(Saved entries)
★ ★ ★ ★ ★

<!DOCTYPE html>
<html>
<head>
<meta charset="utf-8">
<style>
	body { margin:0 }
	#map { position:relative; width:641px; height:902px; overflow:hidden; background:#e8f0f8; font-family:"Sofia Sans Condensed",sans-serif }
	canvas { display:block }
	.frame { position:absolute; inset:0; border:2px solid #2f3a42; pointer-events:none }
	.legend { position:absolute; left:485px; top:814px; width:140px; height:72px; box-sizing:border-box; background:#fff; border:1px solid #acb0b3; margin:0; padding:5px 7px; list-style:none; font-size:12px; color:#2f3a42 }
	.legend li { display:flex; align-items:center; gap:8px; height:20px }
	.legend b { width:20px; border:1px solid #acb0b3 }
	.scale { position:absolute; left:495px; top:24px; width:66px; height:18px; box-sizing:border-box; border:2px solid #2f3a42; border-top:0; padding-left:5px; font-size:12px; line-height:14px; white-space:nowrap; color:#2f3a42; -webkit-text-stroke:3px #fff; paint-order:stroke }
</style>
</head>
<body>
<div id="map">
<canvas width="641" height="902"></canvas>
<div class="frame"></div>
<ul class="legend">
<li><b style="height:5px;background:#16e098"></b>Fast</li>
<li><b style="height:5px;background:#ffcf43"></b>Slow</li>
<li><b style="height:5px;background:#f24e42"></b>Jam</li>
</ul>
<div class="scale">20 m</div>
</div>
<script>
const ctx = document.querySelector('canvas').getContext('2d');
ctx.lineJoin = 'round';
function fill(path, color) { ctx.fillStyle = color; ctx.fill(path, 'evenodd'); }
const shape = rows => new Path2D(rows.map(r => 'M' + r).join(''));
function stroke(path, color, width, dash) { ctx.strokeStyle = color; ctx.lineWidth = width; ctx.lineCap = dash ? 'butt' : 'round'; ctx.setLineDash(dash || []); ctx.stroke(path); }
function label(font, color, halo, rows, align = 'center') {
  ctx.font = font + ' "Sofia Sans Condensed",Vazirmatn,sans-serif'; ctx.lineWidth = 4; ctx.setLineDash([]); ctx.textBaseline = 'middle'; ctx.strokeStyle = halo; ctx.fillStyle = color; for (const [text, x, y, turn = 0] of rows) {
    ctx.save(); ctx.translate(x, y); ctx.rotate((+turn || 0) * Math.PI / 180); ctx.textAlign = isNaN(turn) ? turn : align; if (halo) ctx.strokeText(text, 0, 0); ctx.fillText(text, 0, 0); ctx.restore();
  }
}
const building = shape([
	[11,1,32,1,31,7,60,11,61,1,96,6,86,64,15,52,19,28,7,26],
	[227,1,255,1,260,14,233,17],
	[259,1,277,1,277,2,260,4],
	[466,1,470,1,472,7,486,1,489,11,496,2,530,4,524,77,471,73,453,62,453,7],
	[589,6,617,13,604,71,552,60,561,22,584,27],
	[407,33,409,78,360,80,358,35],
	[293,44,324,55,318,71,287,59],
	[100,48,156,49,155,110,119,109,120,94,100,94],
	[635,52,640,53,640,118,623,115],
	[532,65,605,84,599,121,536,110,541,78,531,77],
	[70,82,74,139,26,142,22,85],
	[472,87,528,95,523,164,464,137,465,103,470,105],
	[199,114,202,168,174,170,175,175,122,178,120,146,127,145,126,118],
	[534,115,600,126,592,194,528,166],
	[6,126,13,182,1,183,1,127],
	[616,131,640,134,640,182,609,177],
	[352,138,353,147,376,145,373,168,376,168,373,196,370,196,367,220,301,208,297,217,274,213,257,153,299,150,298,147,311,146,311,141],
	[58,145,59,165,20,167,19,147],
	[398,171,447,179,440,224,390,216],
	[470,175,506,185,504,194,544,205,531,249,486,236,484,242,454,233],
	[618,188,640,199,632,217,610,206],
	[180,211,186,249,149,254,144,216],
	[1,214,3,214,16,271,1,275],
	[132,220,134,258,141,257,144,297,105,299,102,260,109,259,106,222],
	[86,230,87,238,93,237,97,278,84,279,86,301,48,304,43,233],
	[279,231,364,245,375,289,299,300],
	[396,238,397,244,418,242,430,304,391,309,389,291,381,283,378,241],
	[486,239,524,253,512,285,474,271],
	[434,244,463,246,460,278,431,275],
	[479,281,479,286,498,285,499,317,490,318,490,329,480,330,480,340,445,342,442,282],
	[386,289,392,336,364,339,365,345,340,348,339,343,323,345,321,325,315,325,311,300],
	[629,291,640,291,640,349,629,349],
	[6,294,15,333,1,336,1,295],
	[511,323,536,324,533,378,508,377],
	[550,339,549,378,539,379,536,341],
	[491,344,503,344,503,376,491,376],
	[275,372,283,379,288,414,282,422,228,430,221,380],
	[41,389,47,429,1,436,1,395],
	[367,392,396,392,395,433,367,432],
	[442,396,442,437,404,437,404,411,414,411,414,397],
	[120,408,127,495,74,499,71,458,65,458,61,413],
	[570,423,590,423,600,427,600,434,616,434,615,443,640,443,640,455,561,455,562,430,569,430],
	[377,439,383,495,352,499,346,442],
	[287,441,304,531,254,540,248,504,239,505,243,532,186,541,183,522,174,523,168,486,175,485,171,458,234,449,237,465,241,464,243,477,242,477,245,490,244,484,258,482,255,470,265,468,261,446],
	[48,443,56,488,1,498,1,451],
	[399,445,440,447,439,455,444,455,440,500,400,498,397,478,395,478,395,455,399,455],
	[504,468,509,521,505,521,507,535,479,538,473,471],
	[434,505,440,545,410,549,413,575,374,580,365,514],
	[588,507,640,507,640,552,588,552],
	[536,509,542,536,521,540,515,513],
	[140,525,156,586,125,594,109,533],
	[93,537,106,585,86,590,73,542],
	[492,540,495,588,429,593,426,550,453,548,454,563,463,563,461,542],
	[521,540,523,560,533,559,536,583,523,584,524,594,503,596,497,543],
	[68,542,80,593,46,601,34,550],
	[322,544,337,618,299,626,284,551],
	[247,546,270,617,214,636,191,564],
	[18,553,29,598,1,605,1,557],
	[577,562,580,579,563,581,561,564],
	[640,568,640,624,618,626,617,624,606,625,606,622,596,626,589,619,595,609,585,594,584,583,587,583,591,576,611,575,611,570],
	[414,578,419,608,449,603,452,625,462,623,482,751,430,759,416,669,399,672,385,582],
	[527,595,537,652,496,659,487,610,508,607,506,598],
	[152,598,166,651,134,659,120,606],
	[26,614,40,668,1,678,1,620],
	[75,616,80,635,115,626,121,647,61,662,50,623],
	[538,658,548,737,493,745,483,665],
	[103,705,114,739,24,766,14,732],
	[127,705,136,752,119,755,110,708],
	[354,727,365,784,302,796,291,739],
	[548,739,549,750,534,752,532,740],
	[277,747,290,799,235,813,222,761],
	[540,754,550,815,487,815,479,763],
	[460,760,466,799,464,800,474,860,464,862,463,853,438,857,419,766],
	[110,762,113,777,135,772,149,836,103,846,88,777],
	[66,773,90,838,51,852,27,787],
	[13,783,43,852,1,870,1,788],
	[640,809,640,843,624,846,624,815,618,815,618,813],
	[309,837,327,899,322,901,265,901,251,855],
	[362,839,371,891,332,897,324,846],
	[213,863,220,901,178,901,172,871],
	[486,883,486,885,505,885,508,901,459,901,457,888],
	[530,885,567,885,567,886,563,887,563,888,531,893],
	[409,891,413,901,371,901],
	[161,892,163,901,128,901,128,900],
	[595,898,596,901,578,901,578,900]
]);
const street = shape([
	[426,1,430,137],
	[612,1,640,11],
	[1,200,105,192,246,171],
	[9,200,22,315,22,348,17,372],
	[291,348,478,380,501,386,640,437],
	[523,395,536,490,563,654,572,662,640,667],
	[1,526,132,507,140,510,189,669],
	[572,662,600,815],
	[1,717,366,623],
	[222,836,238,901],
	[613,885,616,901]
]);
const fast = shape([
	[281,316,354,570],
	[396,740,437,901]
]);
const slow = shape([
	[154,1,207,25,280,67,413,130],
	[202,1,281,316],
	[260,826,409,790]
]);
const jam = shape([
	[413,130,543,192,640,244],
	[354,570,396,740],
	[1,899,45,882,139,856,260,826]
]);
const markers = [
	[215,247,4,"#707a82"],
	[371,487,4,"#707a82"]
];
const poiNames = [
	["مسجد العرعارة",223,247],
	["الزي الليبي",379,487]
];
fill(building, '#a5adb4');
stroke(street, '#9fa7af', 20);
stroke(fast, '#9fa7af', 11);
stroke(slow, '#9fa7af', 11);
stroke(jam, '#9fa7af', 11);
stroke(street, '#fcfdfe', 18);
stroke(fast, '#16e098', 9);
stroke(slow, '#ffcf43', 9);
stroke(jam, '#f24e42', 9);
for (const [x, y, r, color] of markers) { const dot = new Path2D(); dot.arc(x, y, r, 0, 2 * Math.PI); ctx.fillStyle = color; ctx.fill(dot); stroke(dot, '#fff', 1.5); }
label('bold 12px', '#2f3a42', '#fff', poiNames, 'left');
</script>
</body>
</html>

★ ★ ★ ★ ★

**WHAT TO WORK ON:**
Show every line above in which the word "align" appears.

**ANSWER SECTION:**
	.legend li { display:flex; align-items:center; gap:8px; height:20px }
function label(font, color, halo, rows, align = 'center') {
    ctx.save(); ctx.translate(x, y); ctx.rotate((+turn || 0) * Math.PI / 180); ctx.textAlign = isNaN(turn) ? turn : align; if (halo) ctx.strokeText(text, 0, 0); ctx.fillText(text, 0, 0); ctx.restore();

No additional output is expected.